## Given records
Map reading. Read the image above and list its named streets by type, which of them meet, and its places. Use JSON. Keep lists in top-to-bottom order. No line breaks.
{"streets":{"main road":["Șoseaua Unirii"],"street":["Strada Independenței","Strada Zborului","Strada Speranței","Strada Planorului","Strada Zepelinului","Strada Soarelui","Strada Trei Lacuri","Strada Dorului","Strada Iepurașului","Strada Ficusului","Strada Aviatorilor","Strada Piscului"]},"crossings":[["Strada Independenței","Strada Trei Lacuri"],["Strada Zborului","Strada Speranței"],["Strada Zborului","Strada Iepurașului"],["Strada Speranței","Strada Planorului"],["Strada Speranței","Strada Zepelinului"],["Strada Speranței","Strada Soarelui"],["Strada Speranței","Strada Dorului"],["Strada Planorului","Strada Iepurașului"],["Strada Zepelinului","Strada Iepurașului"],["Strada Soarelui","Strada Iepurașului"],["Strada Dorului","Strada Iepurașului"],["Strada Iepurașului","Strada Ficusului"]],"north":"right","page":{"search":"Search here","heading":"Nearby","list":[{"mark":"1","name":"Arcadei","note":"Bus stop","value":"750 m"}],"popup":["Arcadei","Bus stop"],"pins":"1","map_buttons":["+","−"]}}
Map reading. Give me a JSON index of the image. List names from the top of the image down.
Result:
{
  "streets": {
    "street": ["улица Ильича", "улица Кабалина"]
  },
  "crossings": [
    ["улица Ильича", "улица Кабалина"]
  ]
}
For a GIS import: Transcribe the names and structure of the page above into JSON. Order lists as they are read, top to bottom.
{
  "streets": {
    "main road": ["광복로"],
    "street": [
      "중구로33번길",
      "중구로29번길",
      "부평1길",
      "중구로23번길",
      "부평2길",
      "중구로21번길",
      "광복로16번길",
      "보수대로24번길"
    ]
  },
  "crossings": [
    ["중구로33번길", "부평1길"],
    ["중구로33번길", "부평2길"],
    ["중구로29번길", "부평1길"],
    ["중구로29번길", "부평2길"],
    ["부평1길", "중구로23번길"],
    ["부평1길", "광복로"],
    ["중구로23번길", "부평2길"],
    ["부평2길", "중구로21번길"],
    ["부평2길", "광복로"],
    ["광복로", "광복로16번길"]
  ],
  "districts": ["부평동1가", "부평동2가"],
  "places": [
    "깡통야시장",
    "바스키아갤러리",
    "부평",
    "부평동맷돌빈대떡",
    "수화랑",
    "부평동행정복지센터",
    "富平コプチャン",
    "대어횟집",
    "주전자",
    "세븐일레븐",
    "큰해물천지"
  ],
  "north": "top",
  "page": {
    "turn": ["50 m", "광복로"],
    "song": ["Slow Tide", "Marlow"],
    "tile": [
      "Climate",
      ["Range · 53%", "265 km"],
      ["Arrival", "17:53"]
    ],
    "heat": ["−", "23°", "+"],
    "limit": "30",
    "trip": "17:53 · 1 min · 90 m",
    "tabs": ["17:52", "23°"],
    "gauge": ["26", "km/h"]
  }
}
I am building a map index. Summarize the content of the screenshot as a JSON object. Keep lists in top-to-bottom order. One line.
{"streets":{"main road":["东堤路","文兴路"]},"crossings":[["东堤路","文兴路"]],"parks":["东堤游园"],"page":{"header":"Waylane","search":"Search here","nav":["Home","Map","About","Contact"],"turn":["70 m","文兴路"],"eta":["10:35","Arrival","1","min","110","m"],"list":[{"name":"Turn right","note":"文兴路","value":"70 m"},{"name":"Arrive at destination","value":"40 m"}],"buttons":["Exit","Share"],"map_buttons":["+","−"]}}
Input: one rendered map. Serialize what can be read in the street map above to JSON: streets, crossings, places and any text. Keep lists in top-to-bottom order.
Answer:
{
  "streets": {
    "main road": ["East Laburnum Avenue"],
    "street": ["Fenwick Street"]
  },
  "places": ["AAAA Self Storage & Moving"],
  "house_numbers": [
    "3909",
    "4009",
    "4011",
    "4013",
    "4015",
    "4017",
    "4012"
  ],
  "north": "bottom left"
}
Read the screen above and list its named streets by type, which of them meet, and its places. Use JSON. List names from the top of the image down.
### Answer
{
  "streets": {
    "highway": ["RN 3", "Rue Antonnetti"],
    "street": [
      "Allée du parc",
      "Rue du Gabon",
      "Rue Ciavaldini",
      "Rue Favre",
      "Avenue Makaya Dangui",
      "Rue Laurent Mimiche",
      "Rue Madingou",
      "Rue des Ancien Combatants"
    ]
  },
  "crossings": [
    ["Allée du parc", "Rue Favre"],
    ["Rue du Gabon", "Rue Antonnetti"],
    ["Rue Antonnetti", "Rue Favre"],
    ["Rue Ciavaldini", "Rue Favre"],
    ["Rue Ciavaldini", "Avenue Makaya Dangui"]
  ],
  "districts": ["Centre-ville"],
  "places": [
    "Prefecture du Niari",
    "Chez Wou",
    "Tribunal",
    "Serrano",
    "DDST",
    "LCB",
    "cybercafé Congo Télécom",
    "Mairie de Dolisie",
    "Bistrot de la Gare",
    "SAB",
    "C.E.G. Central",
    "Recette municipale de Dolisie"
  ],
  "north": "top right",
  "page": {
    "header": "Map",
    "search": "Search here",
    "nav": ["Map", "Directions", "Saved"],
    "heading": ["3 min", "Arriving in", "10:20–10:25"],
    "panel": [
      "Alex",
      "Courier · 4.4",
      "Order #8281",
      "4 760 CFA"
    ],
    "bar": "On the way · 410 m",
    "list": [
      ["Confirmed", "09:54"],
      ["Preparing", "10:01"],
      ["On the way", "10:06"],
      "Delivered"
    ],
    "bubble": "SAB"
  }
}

## Work to complete
Set down all of the entries exactly, please.

## Response
Map reading. Read the image above and list its named streets by type, which of them meet, and its places. Use JSON. Keep lists in top-to-bottom order. No line breaks.
{"streets":{"main road":["Șoseaua Unirii"],"street":["Strada Independenței","Strada Zborului","Strada Speranței","Strada Planorului","Strada Zepelinului","Strada Soarelui","Strada Trei Lacuri","Strada Dorului","Strada Iepurașului","Strada Ficusului","Strada Aviatorilor","Strada Piscului"]},"crossings":[["Strada Independenței","Strada Trei Lacuri"],["Strada Zborului","Strada Speranței"],["Strada Zborului","Strada Iepurașului"],["Strada Speranței","Strada Planorului"],["Strada Speranței","Strada Zepelinului"],["Strada Speranței","Strada Soarelui"],["Strada Speranței","Strada Dorului"],["Strada Planorului","Strada Iepurașului"],["Strada Zepelinului","Strada Iepurașului"],["Strada Soarelui","Strada Iepurașului"],["Strada Dorului","Strada Iepurașului"],["Strada Iepurașului","Strada Ficusului"]],"north":"right","page":{"search":"Search here","heading":"Nearby","list":[{"mark":"1","name":"Arcadei","note":"Bus stop","value":"750 m"}],"popup":["Arcadei","Bus stop"],"pins":"1","map_buttons":["+","−"]}}
Map reading. Give me a JSON index of the image. List names from the top of the image down.
Result:
{
  "streets": {
    "street": ["улица Ильича", "улица Кабалина"]
  },
  "crossings": [
    ["улица Ильича", "улица Кабалина"]
  ]
}
For a GIS import: Transcribe the names and structure of the page above into JSON. Order lists as they are read, top to bottom.
{
  "streets": {
    "main road": ["광복로"],
    "street": [
      "중구로33번길",
      "중구로29번길",
      "부평1길",
      "중구로23번길",
      "부평2길",
      "중구로21번길",
      "광복로16번길",
      "보수대로24번길"
    ]
  },
  "crossings": [
    ["중구로33번길", "부평1길"],
    ["중구로33번길", "부평2길"],
    ["중구로29번길", "부평1길"],
    ["중구로29번길", "부평2길"],
    ["부평1길", "중구로23번길"],
    ["부평1길", "광복로"],
    ["중구로23번길", "부평2길"],
    ["부평2길", "중구로21번길"],
    ["부평2길", "광복로"],
    ["광복로", "광복로16번길"]
  ],
  "districts": ["부평동1가", "부평동2가"],
  "places": [
    "깡통야시장",
    "바스키아갤러리",
    "부평",
    "부평동맷돌빈대떡",
    "수화랑",
    "부평동행정복지센터",
    "富平コプチャン",
    "대어횟집",
    "주전자",
    "세븐일레븐",
    "큰해물천지"
  ],
  "north": "top",
  "page": {
    "turn": ["50 m", "광복로"],
    "song": ["Slow Tide", "Marlow"],
    "tile": [
      "Climate",
      ["Range · 53%", "265 km"],
      ["Arrival", "17:53"]
    ],
    "heat": ["−", "23°", "+"],
    "limit": "30",
    "trip": "17:53 · 1 min · 90 m",
    "tabs": ["17:52", "23°"],
    "gauge": ["26", "km/h"]
  }
}
I am building a map index. Summarize the content of the screenshot as a JSON object. Keep lists in top-to-bottom order. One line.
{"streets":{"main road":["东堤路","文兴路"]},"crossings":[["东堤路","文兴路"]],"parks":["东堤游园"],"page":{"header":"Waylane","search":"Search here","nav":["Home","Map","About","Contact"],"turn":["70 m","文兴路"],"eta":["10:35","Arrival","1","min","110","m"],"list":[{"name":"Turn right","note":"文兴路","value":"70 m"},{"name":"Arrive at destination","value":"40 m"}],"buttons":["Exit","Share"],"map_buttons":["+","−"]}}
Input: one rendered map. Serialize what can be read in the street map above to JSON: streets, crossings, places and any text. Keep lists in top-to-bottom order.
Answer:
{
  "streets": {
    "main road": ["East Laburnum Avenue"],
    "street": ["Fenwick Street"]
  },
  "places": ["AAAA Self Storage & Moving"],
  "house_numbers": [
    "3909",
    "4009",
    "4011",
    "4013",
    "4015",
    "4017",
    "4012"
  ],
  "north": "bottom left"
}
Read the screen above and list its named streets by type, which of them meet, and its places. Use JSON. List names from the top of the image down.
### Answer
{
  "streets": {
    "highway": ["RN 3", "Rue Antonnetti"],
    "street": [
      "Allée du parc",
      "Rue du Gabon",
      "Rue Ciavaldini",
      "Rue Favre",
      "Avenue Makaya Dangui",
      "Rue Laurent Mimiche",
      "Rue Madingou",
      "Rue des Ancien Combatants"
    ]
  },
  "crossings": [
    ["Allée du parc", "Rue Favre"],
    ["Rue du Gabon", "Rue Antonnetti"],
    ["Rue Antonnetti", "Rue Favre"],
    ["Rue Ciavaldini", "Rue Favre"],
    ["Rue Ciavaldini", "Avenue Makaya Dangui"]
  ],
  "districts": ["Centre-ville"],
  "places": [
    "Prefecture du Niari",
    "Chez Wou",
    "Tribunal",
    "Serrano",
    "DDST",
    "LCB",
    "cybercafé Congo Télécom",
    "Mairie de Dolisie",
    "Bistrot de la Gare",
    "SAB",
    "C.E.G. Central",
    "Recette municipale de Dolisie"
  ],
  "north": "top right",
  "page": {
    "header": "Map",
    "search": "Search here",
    "nav": ["Map", "Directions", "Saved"],
    "heading": ["3 min", "Arriving in", "10:20–10:25"],
    "panel": [
      "Alex",
      "Courier · 4.4",
      "Order #8281",
      "4 760 CFA"
    ],
    "bar": "On the way · 410 m",
    "list": [
      ["Confirmed", "09:54"],
      ["Preparing", "10:01"],
      ["On the way", "10:06"],
      "Delivered"
    ],
    "bubble": "SAB"
  }
}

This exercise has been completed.